Type of Document Thesis Author Fazel, Arif URN etd-07142011-121256 Title Characterization Of The Interaction Between Titin Kinase Domain And Enigma/PDLIM7 Degree Master of Science Department Biological Science, Department of Advisory Committee
Advisor Name Title Dr. Thomas C.S. Keller III Committee Chair Dr. Thomas M. Roberts Committee Member Dr. Wu Min Deng Committee Member Keywords
- skeletal muscle
Date of Defense 2011-06-16 Availability unrestricted AbstractTitin is a very large protein that contributes to sarcomere structure and mechanosensing in striated muscle. Our lab discovered isoforms of titin in nonmuscle cells (Eilersten and Keller, 1992). Nonmuscle cell titin (c-titin) contains an alpha-actinin binding Z-repeat region, a distinctly PEVK region, a myosin filament-binding region, and the kinase domain also present in striated muscle titin isoforms. In striated muscle, the titin kinase domain (TKD) functions as a mechanosensor that signals changes in gene
expression through interaction with nbr1 and p62. A previous yeast two hybrid (Y2H) screen to identify proteins that interact with the TKD in nonmuscle cells revealed an interaction with the ubiquitously expressed scaffold protein Enigma/PDLIM7.
Enigma/PDLIM7 consists of an N-terminal PDZ domain that binds to β-tropomyosin on actin filaments, a Mid piece, and C-terminal region containing three LIM domains.
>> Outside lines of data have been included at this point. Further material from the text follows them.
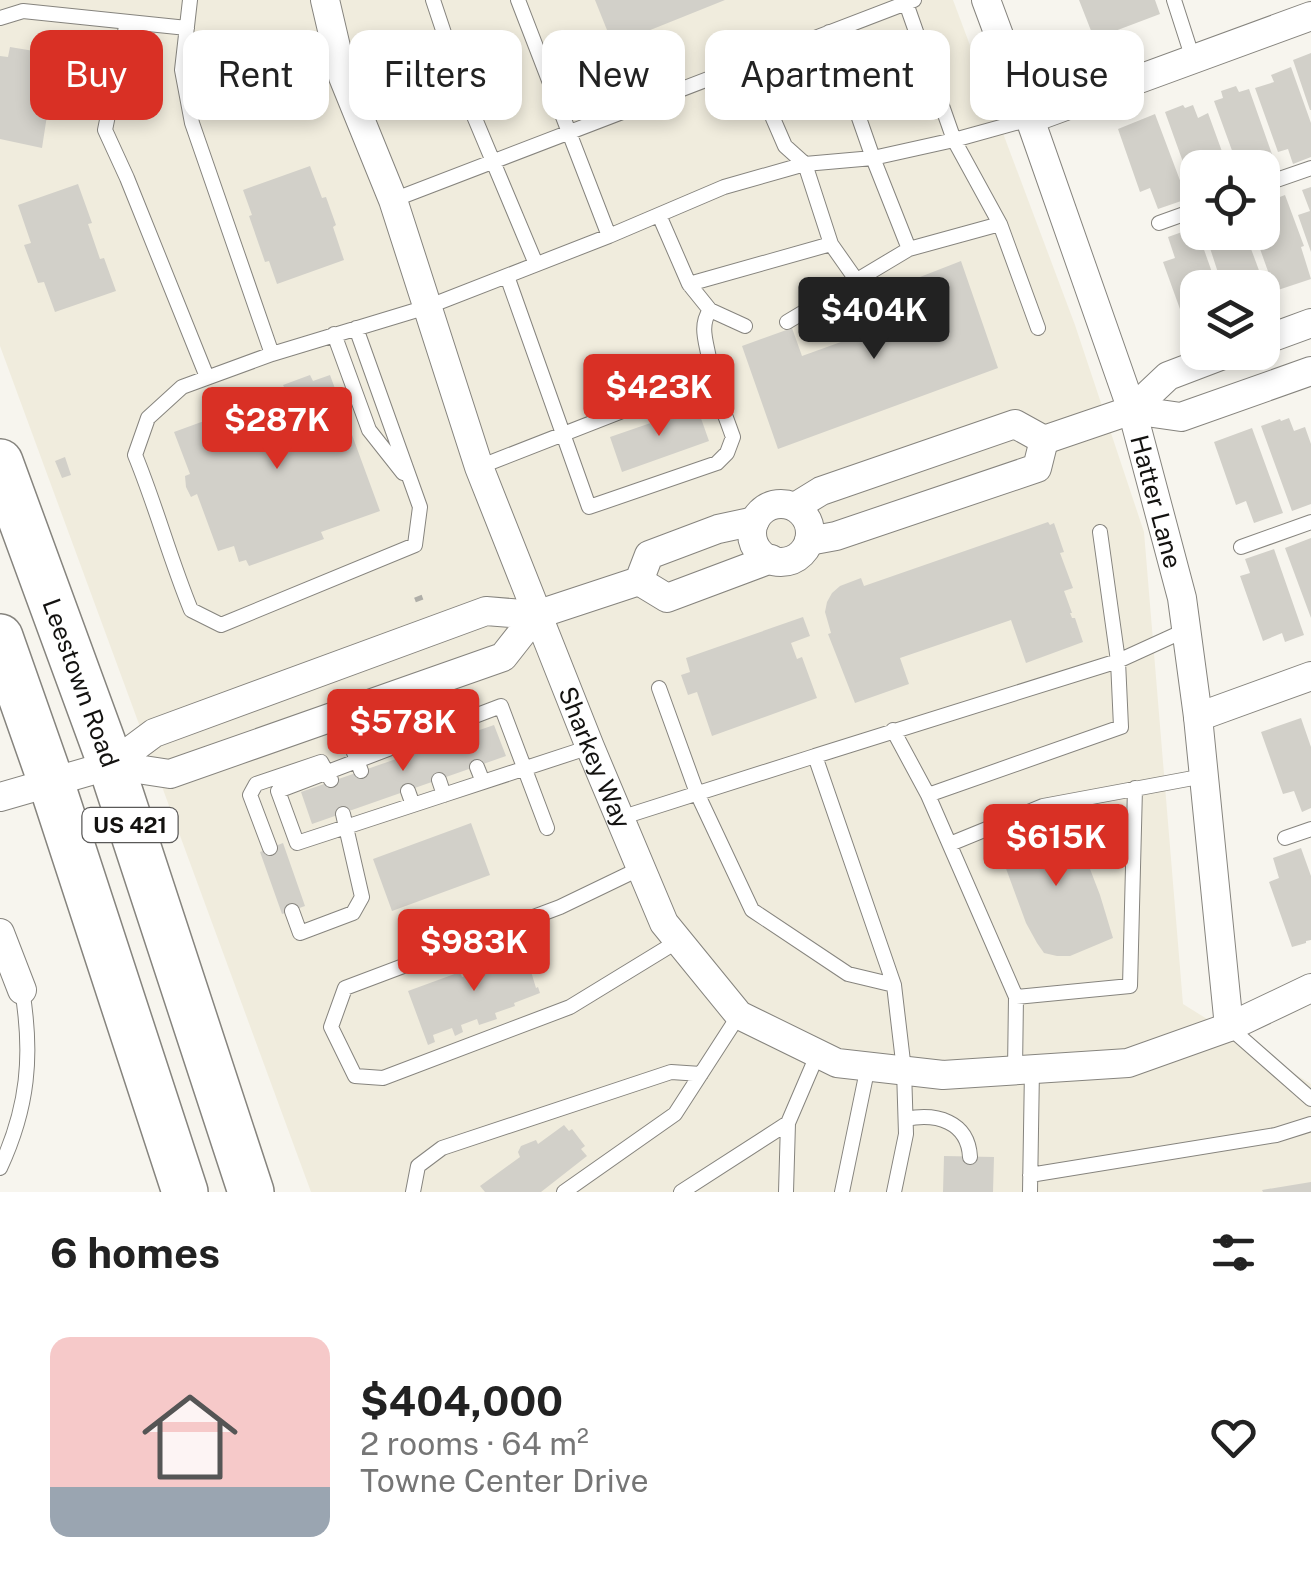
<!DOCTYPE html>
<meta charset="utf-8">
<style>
body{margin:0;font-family:"Public Sans",sans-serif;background:#f2f2f2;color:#222;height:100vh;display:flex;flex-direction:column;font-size:38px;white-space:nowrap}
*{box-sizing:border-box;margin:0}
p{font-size:32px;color:#767676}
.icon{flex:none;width:55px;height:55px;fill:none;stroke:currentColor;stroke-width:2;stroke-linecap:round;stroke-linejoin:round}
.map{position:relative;height:1192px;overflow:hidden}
.sheet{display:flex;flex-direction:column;background:#fff;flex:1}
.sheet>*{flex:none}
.guide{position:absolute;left:30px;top:30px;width:1252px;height:90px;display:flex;gap:20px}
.tools{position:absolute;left:1180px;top:150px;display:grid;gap:20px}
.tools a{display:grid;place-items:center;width:100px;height:100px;border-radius:20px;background:#fff;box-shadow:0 5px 15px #0003;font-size:50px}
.price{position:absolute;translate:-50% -85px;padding:0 22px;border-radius:10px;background:#d93025;color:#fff;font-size:32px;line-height:65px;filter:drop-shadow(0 2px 5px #0008)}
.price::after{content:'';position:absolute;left:50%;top:60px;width:30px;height:22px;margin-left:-15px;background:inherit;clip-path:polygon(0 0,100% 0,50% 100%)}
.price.on{background:#222;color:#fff}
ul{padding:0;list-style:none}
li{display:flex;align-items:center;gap:30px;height:250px;padding:0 50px}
li span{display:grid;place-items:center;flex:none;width:280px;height:200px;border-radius:20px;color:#555}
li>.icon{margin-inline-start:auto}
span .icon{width:120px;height:120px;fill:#fffc;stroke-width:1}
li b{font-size:42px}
h2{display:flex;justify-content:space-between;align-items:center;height:120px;padding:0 50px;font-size:42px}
.pill{padding:0 35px;border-radius:20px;background:#fff;box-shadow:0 5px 15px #0003;font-size:35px;line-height:90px}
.pill.on{background:#d93025;color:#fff}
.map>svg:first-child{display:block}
</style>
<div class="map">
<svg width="1311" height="1192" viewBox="0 0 1311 1192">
<rect width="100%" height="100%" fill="#f7f5ee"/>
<path fill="#f0ecdd" d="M0 0H953L1075 325 1144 532 1183 1004 1311 1084V1192H311L0 346Z"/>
<path fill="#d2d0c9" d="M595 0H725L613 45Z
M1079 0H1155L1160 14 1115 31 1118 38 1097 46Z
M10 47 58 55 56 69 115 80 108 119 48 109 42 148 0 139V56L8 57Z
M1311 53V110H1310L1293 60Z
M1291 67 1311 123V157L1293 164 1288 149 1278 152 1255 88 1274 82 1271 75Z
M1236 86 1239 92 1249 89 1273 157 1269 158 1273 169 1262 173V168L1245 167 1240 154 1234 156 1214 101 1223 98 1221 91Z
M1183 105 1185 108 1193 105 1198 118 1208 113 1228 168H1198L1197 201 1165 112Z
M1155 114 1187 199 1158 209 1150 188 1140 192 1118 129Z
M310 166 322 198 326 197 336 225 333 227 344 260 277 284 269 261 265 262 249 216 252 215 243 190Z
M78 184 92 223 88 224 100 259 104 258 116 291 55 312 44 282 38 283 24 245 31 243 18 205Z
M1311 187V252L1298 215 1310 211 1302 190Z
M1285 195 1304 246 1301 247 1311 279 1275 291 1254 232H1262V227L1265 226 1262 204Z
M1196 227 1214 278 1212 279 1215 288H1198V319L1185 323 1163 262 1175 258 1168 237Z
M1217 232H1248L1250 236 1247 238 1267 292 1262 294V288H1223L1209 245 1220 240Z
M961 261 998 368 778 449 742 346 792 328 802 356 913 316 902 284Z
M310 375 313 381 330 375 380 511 321 532 324 539 249 566 246 560 239 562 234 546 218 551 197 494 191 497 186 487 185 476 190 474 174 432 286 391 283 385Z
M697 407 709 441 622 472 610 437Z
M1289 418 1294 431 1305 427 1311 444V504L1292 511 1261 426 1280 419 1281 421Z
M1252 428 1283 513 1254 523 1246 501 1236 505 1214 442Z
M65 457 71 475 62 478 55 461Z
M1048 522 1050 525 1054 523 1064 552 1060 553 1073 588 1064 591 1072 613H1070L1072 618H1075L1083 642 1026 663 1011 620 900 658 909 684 855 703 828 634 831 633 825 612 827 602 832 593 840 586 861 578 864 586Z
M1311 538V618L1285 548Z
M1274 549 1304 635 1285 642 1282 633 1263 641 1240 576 1250 573 1245 559Z
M803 617 810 636 791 643 797 659 802 657 817 698 712 736 697 692 688 695 681 675 690 672 686 658Z
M1301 718 1311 747V808L1302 812 1294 791 1283 794 1261 732Z
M494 725 506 756 312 824 301 792Z
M1070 817 1100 895 1113 938 1070 956H1057L1044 953 1037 943 1026 923 997 844Z
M471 823 490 875 392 911 373 859Z
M283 843 305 906 282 914 260 852Z
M1301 848 1311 876V940L1306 941V943L1292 947 1269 882 1279 878 1273 858Z
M523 945 536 988 538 987 540 993 514 1003 515 1006 495 1013 497 1019 479 1025 477 1019 461 1025 463 1032 455 1036 452 1028 433 1035 435 1042 428 1045 408 991 460 972 462 977 477 971 474 962Z
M564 1125 569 1131 572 1129 585 1146 581 1149 587 1156 541 1192H485L480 1186 520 1157 518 1152 521 1146 536 1140 538 1144Z
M944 1156 994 1157 993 1192H943Z
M1311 1182V1192H1263L1262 1190Z"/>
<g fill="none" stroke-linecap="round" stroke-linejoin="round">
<defs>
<path id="lane" d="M190 0 182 70 192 123 272 354
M433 0 463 90 536 264
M518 0 609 236
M1174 0 1193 59
M906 3 954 140 1000 224 1038 328
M0 18 23 11 187 28
M127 22 105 130 127 178 207 377
M829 32 873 158 909 249 1000 224
M749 63 785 146 805 164 831 244 857 281
M1262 185 1311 168
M393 200 914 0
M659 215 689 284 831 244
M1159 223 1198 209
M689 284 710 310 745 326
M787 322 909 249
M356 328 420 507 415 545 221 625 191 610C170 559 156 506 135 455L148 418 182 387 272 354 427 307 609 236 724 187 805 164 873 158 954 140 1030 119
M334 334 369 430 403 473
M708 390C709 382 711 373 710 365 708 345 698 328 710 310
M479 467 676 390C718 383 720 402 733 437L727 453 717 463 589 507 507 276
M1100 532 1118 661 1186 630
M1241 547 1311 522
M659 688 697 793 752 910 848 974 894 985
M339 713 361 771
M815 756 1118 661 1121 727 928 795 893 730
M477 767 483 782
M439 780 444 795
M408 791 413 805
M928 795 1016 997 1015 1070
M620 818 815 756 894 985 904 1070 906 1134 894 1192
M547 828 501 706 278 791 297 843C395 811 492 779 590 747
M1285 838 1311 829
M950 844 1043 806 1204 776
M270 848 250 795 256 784 321 762 331 780
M641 868 560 907 345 988 331 1027 355 1076 383 1078 570 1007 678 941
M292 911 300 933 353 913 362 897 343 814
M1016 997 1130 986 1135 788
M1229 1027 1311 1099
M906 1119C936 1113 968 1121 970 1157
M0 1168C28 1108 33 1055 22 990
M1030 1175 1276 1135 1311 1124
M413 1192 418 1166 442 1148 671 1072 701 1074
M564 1192 675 1114 739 1015
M681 1192 788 1123
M786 1192 788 1123 818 1053
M842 1192 868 1066
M1030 1192 1032 1069"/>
<g id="street">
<path id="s1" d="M325 0 343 77 393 200 479 467 590 747 664 923 739 1015 837 1063 943 1075 1128 1063 1229 1027 1311 988"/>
<path id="s2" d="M986 0 1030 119 1132 410 1182 598 1198 717 1229 1027"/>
<path d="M1030 119 1311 16"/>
<path d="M1262 341 1311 323"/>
<path d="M1132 410 1181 417 1311 371"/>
<circle cx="781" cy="533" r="29"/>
<path d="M795 507 821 491 1015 424 1044 440 1132 410 1168 376 1231 352"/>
<path d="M809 541 836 536 1037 468 1044 440"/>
<path d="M639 581 667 598 771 559"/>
<path d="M536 615 503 657 170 774 111 765 154 733 486 611 536 615 639 581 649 555 718 529 755 521"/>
<path d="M1198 717 1311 676"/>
<path d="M0 797 111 765"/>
<path d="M0 933 22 990"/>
</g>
<g id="primary">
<path id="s3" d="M0 462 111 765 251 1192"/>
<path d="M0 637 51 782 185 1192"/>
</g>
</defs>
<use href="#lane" stroke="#86847e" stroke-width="16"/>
<use href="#street" stroke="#86847e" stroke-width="30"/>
<use href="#primary" stroke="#86847e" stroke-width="48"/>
<path stroke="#afaea8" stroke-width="5" stroke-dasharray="8 8" stroke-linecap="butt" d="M415 600 423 597"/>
<use href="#lane" stroke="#fff" stroke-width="14"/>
<use href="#street" stroke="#fff" stroke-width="28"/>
<use href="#primary" stroke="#fff" stroke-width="45"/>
</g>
<g text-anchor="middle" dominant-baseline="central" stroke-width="10" stroke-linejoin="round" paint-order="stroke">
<rect fill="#fff" stroke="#5a5958" stroke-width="2.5" x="82.5" y="808" width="95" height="34" rx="8"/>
<g font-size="22" font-weight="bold" fill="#131210">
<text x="130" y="825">US 421</text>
</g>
<g font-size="25" fill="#131210" stroke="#fff">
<text stroke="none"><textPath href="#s2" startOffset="530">Hatter Lane</textPath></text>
<text stroke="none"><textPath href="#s3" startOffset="235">Leestown Road</textPath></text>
<text stroke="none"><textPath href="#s1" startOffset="805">Sharkey Way</textPath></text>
</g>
</g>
</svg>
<div class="tools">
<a><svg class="icon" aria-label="locate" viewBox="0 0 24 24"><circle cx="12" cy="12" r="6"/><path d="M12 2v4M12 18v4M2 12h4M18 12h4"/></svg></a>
<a><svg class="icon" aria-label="layers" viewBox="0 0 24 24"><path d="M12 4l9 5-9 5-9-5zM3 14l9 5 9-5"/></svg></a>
</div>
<b class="price on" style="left:874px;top:362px">$404K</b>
<b class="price" style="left:659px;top:439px">$423K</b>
<b class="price" style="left:277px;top:472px">$287K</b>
<b class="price" style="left:403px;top:774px">$578K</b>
<b class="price" style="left:1056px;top:889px">$615K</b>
<b class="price" style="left:474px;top:994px">$983K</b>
<div class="guide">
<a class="pill on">Buy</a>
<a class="pill">Rent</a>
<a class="pill">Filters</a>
<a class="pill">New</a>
<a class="pill">Apartment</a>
<a class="pill">House</a>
</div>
</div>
<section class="sheet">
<h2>6 homes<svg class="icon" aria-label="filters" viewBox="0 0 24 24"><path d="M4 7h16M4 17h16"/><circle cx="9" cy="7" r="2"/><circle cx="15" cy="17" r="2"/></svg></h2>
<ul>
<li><span style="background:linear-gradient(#f6c9c9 75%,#9aa5b1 0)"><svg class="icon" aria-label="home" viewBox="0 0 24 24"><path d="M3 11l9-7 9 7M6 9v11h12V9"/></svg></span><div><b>$404,000</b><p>2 rooms · 64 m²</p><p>Towne Center Drive</p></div><svg class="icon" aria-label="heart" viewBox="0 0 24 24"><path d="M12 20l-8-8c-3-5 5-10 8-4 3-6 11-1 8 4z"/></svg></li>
</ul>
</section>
The
work described here further characterizes the interaction between the TKD and Enigma/PDLIM7.
Y2H analysis with cloned TKD and Enigma/PDLIM7 fragments demonstrated that a region of the Enigma/PDLIM7 Mid piece and LIM1 and LIM3
domains interact with TKD. In vitro pull-down assays with bacterially expressed protein confirmed the interaction between TKD and Enigma LIM3. Immunolocalization of the TKD and Enigma/PDLIM7 in cultured human mesenchymal stem cells containing robust stress fibers revealed that both TKD and Enigma localized along stress fibers where they could interact, but there was little direct overlap in the cells under the standard culture conditions tested. These results support the possibility that Enigma/PDLIM7 functions as a scaffold to localize the TKD near actin filaments in the cytoskeleton of nonmuscle cells.